It’s just data

RSS 2.funky

Randy Charles Martin: Funky elements are awarded funky points depending on how funky they are. A really funky element gets as many as 5 funky points, where a somewhat funky element gets only 1 funky point. Summing your funky element scores and you get your total funky score or TFS.

I'm still not sure what funky means in this context.  The best collection of sound bites I've seen on the subject are collected by Philippe Janvier.

Randy gives top funky score to dc:date.  Based on my reading of the subject, I would disagree.  Given the clues above, it would seem to me that it is pubDate that is funky.  After all, in exactly the version of the RSS 0.9x family of specifications which introduced the concept of namespaces that chose to not to respect prior art and to introduce pubDate.  One that is more complicated and harder to get right.  One that is harder to sort in reverse chronological order.  One that is less friendly to our brethren in other countries.


Boy, and I thought *I* had too much free time. :-)

The point (and the previous point that Tim made) is well-taken, though.  This entire issue is ridiculous, it's FUD, and it's a non-issue in the field (every news aggregator that cares about dates understands dc:date).

Posted by Mark at

Mark,

I haven't had a real job in 5 years.

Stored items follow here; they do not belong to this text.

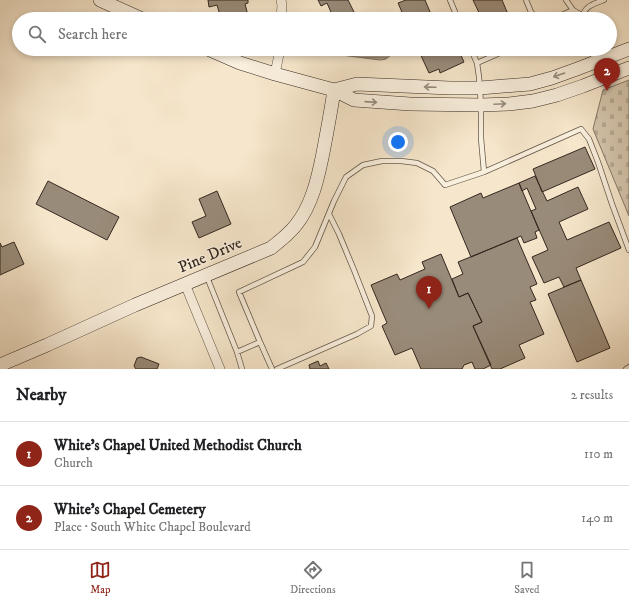 <!DOCTYPE html>
<html lang="en">
<head>
<meta charset="utf-8">
<style>
	:root { --surface:#fff; --page:#f6f6f6; --text:#202124; --muted:#757577; --line:#e0e0e0; --accent:#8f2418 }
	body { margin:0; font-family:"IM FELL DW Pica",serif; background:var(--page); color:var(--text) }
	.you { position:absolute; left:398px; top:142px; width:14px; height:14px; margin:-10px; border:3px solid #fff; border-radius:50%; background:#1a73e8; box-shadow:0 0 0 6px #1a73e833 }
	.badge { display:grid; place-items:center; width:26px; height:26px; border-radius:50%; background:var(--accent); color:#fff; font-size:13px; font-weight:700 }
	.pin { position:absolute; translate:-50% -33px; filter:drop-shadow(0 1px 2px #0008) }
	.pin::after { content:''; position:absolute; top:21px; width:14px; height:12px; background:inherit; clip-path:polygon(0 0,100% 0,50% 100%) }
	.list { margin:0; padding:0; list-style:none }
	h2 { display:flex; justify-content:space-between; align-items:center; height:52px; margin:0; padding:0 16px; font-size:17px }
	h2 small { font-size:13px; font-weight:400; color:var(--muted) }
	.list li { display:grid; grid-template-columns:26px 1fr auto; gap:12px; align-items:center; box-sizing:border-box; height:64px; padding:0 16px; border-top:1px solid var(--line) }
	.list b { display:block; font-size:15px; white-space:nowrap }
	.list p { margin:0; font-size:13px; white-space:nowrap; color:var(--muted) }
	.list em { font-size:13px; font-style:normal; color:var(--muted) }
	.icon { flex:none; width:22px; height:22px; fill:none; stroke:currentColor; stroke-width:2; stroke-linecap:round; stroke-linejoin:round }
	.map { position:relative; flex:none; width:629px; height:369px; overflow:hidden }
	.search { position:absolute; background:var(--surface); box-shadow:0 2px 6px #0003; left:12px; right:12px; top:12px; height:44px; display:flex; align-items:center; gap:10px; box-sizing:border-box; padding:0 14px; border-radius:22px; color:var(--muted); font-size:15px }
	.sheet { height:180px; background:var(--surface) }
	nav { display:flex; justify-content:space-around; align-items:center; box-sizing:border-box; height:56px; border-top:1px solid var(--line); background:var(--surface); font-size:11px; color:var(--muted) }
	nav a { display:grid; justify-items:center; gap:2px }
	nav .on { color:var(--accent) }
	.map>svg:first-child { display:block }
	.cemetery { fill:url(#cemetery-stones); stroke:#847767 }
	.water { fill:url(#water-rules); stroke:#817364 }
	.building { fill:#998b79; stroke:#342820 }
	.lines { fill:none; stroke-linecap:round; stroke-linejoin:round }
	.lane-casing { stroke:#64584b; stroke-width:6 }
	.street-casing { stroke:#64584b; stroke-width:10 }
	.secondary-casing { stroke:#342820; stroke-width:14 }
	.lane { stroke:#f9efdd; stroke-width:4.5 }
	.street { stroke:#f9efdd; stroke-width:9 }
	.secondary { stroke:#f9efdd; stroke-width:13 }
	.oneway { stroke:#968c7e }
	.labels { text-anchor:middle; dominant-baseline:central; stroke-width:3; stroke-linejoin:round; paint-order:stroke }
	.street-label { font-size:16px; fill:#342820; stroke:#f9efdd }
</style>
</head>
<body>
<div class="map">
<svg width="629" height="369" viewBox="0 0 629 369">
	<defs>
		<pattern id="cemetery-stones" width="16" height="16" patternUnits="userSpaceOnUse"><rect width="16" height="16" fill="#d5c6ae"/><path d="M2 7V4a2 2 0 0 1 4 0v3zM10 15v-3a2 2 0 0 1 4 0v3z" fill="#b7aa95"/></pattern>
		<pattern id="water-rules" width="6" height="5" patternUnits="userSpaceOnUse"><rect width="6" height="5" fill="#b4a591"/><path d="M0 2.5h6" fill="none" stroke="#938676"/></pattern>
	</defs>
	<rect width="100%" height="100%" fill="#f6e6cb"/>
	<filter id="stains"><feTurbulence type="fractalNoise" baseFrequency=".005" numOctaves="4"/><feColorMatrix values="0 0 0 0 .2 0 0 0 0 .09 0 0 0 0 .02 0 0 0 .5 -.17"/></filter>
	<radialGradient id="worn" r=".72"><stop offset=".6" stop-color="#630" stop-opacity="0"/><stop offset="1" stop-color="#630" stop-opacity=".3"/></radialGradient>
	<!-- cemetery -->
	<path class="cemetery" d="M 629,80 L 629,216 L 593,129 L 603,90 Z"/>
	<!-- water -->
	<path class="water" d="M 316,49 L 391,49 L 391,55 L 386,59 L 380,60 L 341,55 L 327,54 L 317,52 Z"/>
	<!-- building -->
	<path class="building" d="M 208,0 L 248,0 L 248,3 L 245,4 L 249,19 L 225,19 L 224,13 L 220,15 L 217,5 L 209,7 Z
		M 318,0 L 348,0 L 355,14 L 344,19 L 334,19 L 327,3 L 321,6 Z
		M 406,0 L 425,0 L 433,19 L 405,19 L 398,3 Z
		M 473,0 L 502,0 L 510,19 L 482,19 Z
		M 418,49 L 458,49 L 464,62 L 440,73 L 439,69 L 429,73 Z
		M 585,147 L 595,169 L 542,192 L 533,169 Z
		M 535,176 L 547,201 L 578,187 L 588,209 L 559,222 L 567,240 L 609,222 L 621,248 L 576,268 L 581,280 L 564,287 L 559,277 L 544,283 L 532,257 L 548,250 L 531,211 L 536,209 L 527,188 L 522,191 L 519,183 Z
		M 48,181 L 119,217 L 107,240 L 36,204 Z
		M 519,183 L 539,230 L 535,232 L 537,238 L 524,243 L 521,236 L 471,257 L 450,207 L 481,193 L 483,198 Z
		M 217,191 L 231,224 L 199,238 L 192,222 L 206,216 L 199,199 Z
		M 517,238 L 537,284 L 530,287 L 536,300 L 530,302 L 544,334 L 519,345 L 525,358 L 500,369 L 492,369 L 473,326 L 482,322 L 468,293 L 459,297 L 452,279 L 463,274 L 458,262 Z
		M 14,242 L 24,264 L 0,275 L 0,243 L 2,247 Z
		M 441,254 L 459,297 L 468,293 L 482,322 L 473,326 L 491,365 L 483,369 L 475,369 L 472,362 L 464,365 L 462,369 L 421,369 L 412,348 L 395,355 L 382,326 L 387,323 L 371,285 L 397,274 L 400,280 L 425,269 L 422,262 Z
		M 581,280 L 610,348 L 577,362 L 548,294 Z
		M 141,357 L 159,364 L 157,369 L 136,369 L 134,366 L 137,358 Z
		M 318,361 L 320,366 L 326,363 L 329,369 L 310,369 L 309,365 Z"/>
	<g class="lines">
		<defs>
			<path id="lane" d="M 450,0 L 458,19
				M 526,0 L 531,12 L 538,19
				M 566,0 L 573,10
				M 553,19 L 573,10 L 583,16
				M 582,19 C 584,6 593,4 604,0
				M 591,49 L 595,61
				M 477,63 L 509,49
				M 484,172 L 581,129 L 589,139 L 598,162 L 612,204 L 629,250
				M 207,277 L 237,352 L 242,369
				M 260,342 L 272,369
				M 237,352 L 260,342 L 239,292 L 303,262 L 315,247 L 334,201 L 346,177 L 363,165 L 382,161 L 401,161 L 417,163 L 433,171 L 445,185 L 484,172 L 481,138 L 481,105 L 479,77 L 477,63 L 471,49
				M 277,369 L 357,334 L 371,326 L 372,316 L 354,270 L 339,234 L 329,214
				M 626,369 L 629,367"/>
			<path id="street" d="M 281,0 L 282,5 L 281,19
				M 275,74 L 280,49
				M 185,284 L 220,369"/>
			<path id="secondary" d="M 100,0 L 142,19
				M 208,49 L 240,63 L 275,74 L 334,90 L 354,100 L 410,104 L 481,105 L 509,104 L 533,101 L 557,95 L 583,86 L 629,68
				M 334,90 L 357,84 L 450,88 L 480,88 L 530,84 L 552,78 L 577,69 L 629,49
				M 0,365 L 47,345 L 135,305 L 271,248 C 280,241 289,234 296,225 C 312,205 318,178 323,153 C 327,132 331,111 334,90"/>
		</defs>
		<!-- lane casing -->
		<use href="#lane" class="lane-casing"/>
		<!-- street casing -->
		<use href="#street" class="street-casing"/>
		<!-- secondary casing -->
		<use href="#secondary" class="secondary-casing"/>
		<!-- lane -->
		<use href="#lane" class="lane"/>
		<!-- street -->
		<use href="#street" class="street"/>
		<!-- secondary -->
		<use href="#secondary" class="secondary"/>
	</g>
	<!-- one-way arrows -->
	<defs><path id="oneway-shaft" d="M-6 0H5M1.5-3L5.5 0L1.5 3" fill="none" stroke-width="1.6" stroke-linecap="round" stroke-linejoin="round"/></defs>
	<g class="oneway">
		<use href="#oneway-shaft" transform="translate(559 75) rotate(161)"/>
		<use href="#oneway-shaft" transform="translate(430 87) rotate(-178)"/>
		<use href="#oneway-shaft" transform="translate(371 102) rotate(4)"/>
		<use href="#oneway-shaft" transform="translate(500 104) rotate(-3)"/>
	</g>
	<g class="labels">
		<!-- street labels -->
		<g class="street-label">
			<text transform="translate(210 255) rotate(-23)">Pine Drive</text>
		</g>
	</g>
	<rect width="100%" height="100%" filter="url(#stains)"/>
	<rect width="100%" height="100%" fill="url(#worn)"/>
</svg>
<div class="you"></div>
<div class="pin badge" style="left:429px;top:309px">1</div>
<div class="pin badge" style="left:607px;top:91px">2</div>
<div class="search"><svg class="icon" aria-label="search" viewBox="0 0 24 24"><circle cx="10" cy="10" r="6"/><path d="M15 15l6 6"/></svg>Search here</div>
</div>
<section class="sheet">
<h2>Nearby<small>2 results</small></h2>
<ul class="list">
<li><span class="badge">1</span><div><b>White's Chapel United Methodist Church</b><p>Church</p></div><em>110 m</em></li>
<li><span class="badge">2</span><div><b>White's Chapel Cemetery</b><p>Place · South White Chapel Boulevard</p></div><em>140 m</em></li>
</ul>
</section>
<nav>
<a class="on"><svg class="icon" aria-label="map" viewBox="0 0 24 24"><path d="M3 6l6-2 6 2 6-2v14l-6 2-6-2-6 2zM9 4v14M15 6v14"/></svg>Map</a>
<a><svg class="icon" aria-label="directions" viewBox="0 0 24 24"><path d="M12 3l9 9-9 9-9-9zM9 14v-3h6M13 9l2 2-2 2"/></svg>Directions</a>
<a><svg class="icon" aria-label="saved" viewBox="0 0 24 24"><path d="M7 4h10v16l-5-4-5 4z"/></svg>Saved</a>
</nav>
</body>
</html>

I'm paid to surf the Internet, blog and pick my nose.
http://www.kbcafe.com/iBLOGthere4iM/default.aspx?date=20030612#12144024

P.S. My apologies for giving dc:date top marks.

Posted by Randy S Frustrated at

As for the prior art issue, I've been doing some digging, and I am inclined to reverse my previous position (when I stated that pubDate did not respect prior art).

Dublin Core has been around for years, and it's a worldwide ISO standard now.  Many people chastise Dave Winer for not supporting it.  BUT...  RSS 2.0 simply builds on the precedent set by the RSS 0.9x line.  When Dave introduced item-level pubDate in RSS 2.0, he was respecting prior art: the prior art of the original RSS 0.9x line.  Consider:

Netscape's RSS 0.90 (March 1999) had no dates of any kind, but Netscape added a channel-level pubDate in RSS 0.91 (July 1999).  (They also added lastBuildDate.)  These date elements were in RFC-822 format, a format which has persisted (with the addition of 4-digit years) to the present day.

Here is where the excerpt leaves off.